Chociaż czasami naprawdę mocno ją wkurzał, miała wrażenie, że oferował jej o wiele więcej ciepła niż jej matka czy Connor. Wizja ucieczki nieco jej się zaćmiła, ale już postanowiła - trzeba było tylko doczekać momentu, w którym jej wybranek będzie bardzo daleko od Osady.

- Pomyślałaś o czymś nieprzyjemnym - stwierdził, wykrzywiając wargi w grymasie.

- Wyczułeś to? - spytała, niewinnie opatulając się jego kurtką.

- Uznam, że tego nie było - mruknął, lekko obejmując ją ramieniem. - Nic nie powinno się dziać, ale uważaj na siebie.

Wyjątkowo nie próbowała się wyrywać, traktując jego gest jako nieuniknione pożegnanie.

- Ty również.

Zamiast odpowiedzieć, na krótko musnął jej usta swoimi i uśmiechnął się zadziornie.

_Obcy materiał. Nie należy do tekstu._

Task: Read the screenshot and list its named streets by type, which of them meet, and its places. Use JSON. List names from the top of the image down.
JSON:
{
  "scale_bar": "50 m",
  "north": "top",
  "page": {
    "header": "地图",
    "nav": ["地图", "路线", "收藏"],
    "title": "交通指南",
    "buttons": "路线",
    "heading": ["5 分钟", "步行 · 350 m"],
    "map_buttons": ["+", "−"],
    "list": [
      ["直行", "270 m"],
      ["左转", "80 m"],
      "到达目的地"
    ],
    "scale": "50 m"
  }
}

Gdy tylko wsiadł do terenówki, wróciła do domu.

***

Dotarcie do krańca lasu nie zajęło im zbyt wiele czasu. Byli szybcy, choć starali się oszczędzać siły. Mieli około dwustu zdolnych do walki mężczyzn, kilka terenówek po brzegi wyładowanych ludzką bronią oraz swoje własne kły i pazury. A co najważniejsze - byli więcej niż zdeterminowani, by zakończyć to raz na zawsze.

Ale nie przewidzieli, że urazy chowanej przez lata nie da się zakończyć w kilkanaście dni.

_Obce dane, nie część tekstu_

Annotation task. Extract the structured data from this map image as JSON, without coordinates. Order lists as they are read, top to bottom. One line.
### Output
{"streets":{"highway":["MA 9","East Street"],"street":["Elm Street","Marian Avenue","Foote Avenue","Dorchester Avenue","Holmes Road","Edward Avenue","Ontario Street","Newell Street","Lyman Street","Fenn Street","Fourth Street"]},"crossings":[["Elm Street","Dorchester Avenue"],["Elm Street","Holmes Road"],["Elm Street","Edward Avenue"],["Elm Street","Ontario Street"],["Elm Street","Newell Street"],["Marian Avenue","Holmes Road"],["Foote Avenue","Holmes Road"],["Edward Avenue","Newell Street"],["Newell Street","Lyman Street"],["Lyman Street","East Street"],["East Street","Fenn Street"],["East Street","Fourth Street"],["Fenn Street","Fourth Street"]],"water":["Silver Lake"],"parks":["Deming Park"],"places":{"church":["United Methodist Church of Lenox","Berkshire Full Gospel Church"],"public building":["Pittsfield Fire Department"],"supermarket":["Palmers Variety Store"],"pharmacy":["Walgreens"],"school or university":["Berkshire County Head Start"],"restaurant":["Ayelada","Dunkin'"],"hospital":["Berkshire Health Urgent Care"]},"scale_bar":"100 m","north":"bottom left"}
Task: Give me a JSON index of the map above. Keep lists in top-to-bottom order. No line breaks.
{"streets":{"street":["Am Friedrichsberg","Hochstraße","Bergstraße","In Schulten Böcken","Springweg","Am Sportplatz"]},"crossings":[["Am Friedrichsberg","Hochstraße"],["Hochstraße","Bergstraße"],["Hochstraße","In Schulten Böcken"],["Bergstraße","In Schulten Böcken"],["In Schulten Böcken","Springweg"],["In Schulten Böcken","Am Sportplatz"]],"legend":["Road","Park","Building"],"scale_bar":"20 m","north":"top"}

Nikt nie pilnował granicy, co zdecydowanie ułatwiło Nacji przejście dalej. Nie musieli się nawet starać, by dotrzeć do pierwszego celu - niedawnej wioski Claire, w której znajdował się teraz punkt kontrolny Mundurowych. Carl nie miał racji co do wybicia wszystkich mieszkańców - sporo od tamtej pory służyło ludzkiemu wojsku. Doskonałym tego przykładem był Basil, który wspiął się po szczeblach kariery, docierając do stanowiska młodszego kaprala.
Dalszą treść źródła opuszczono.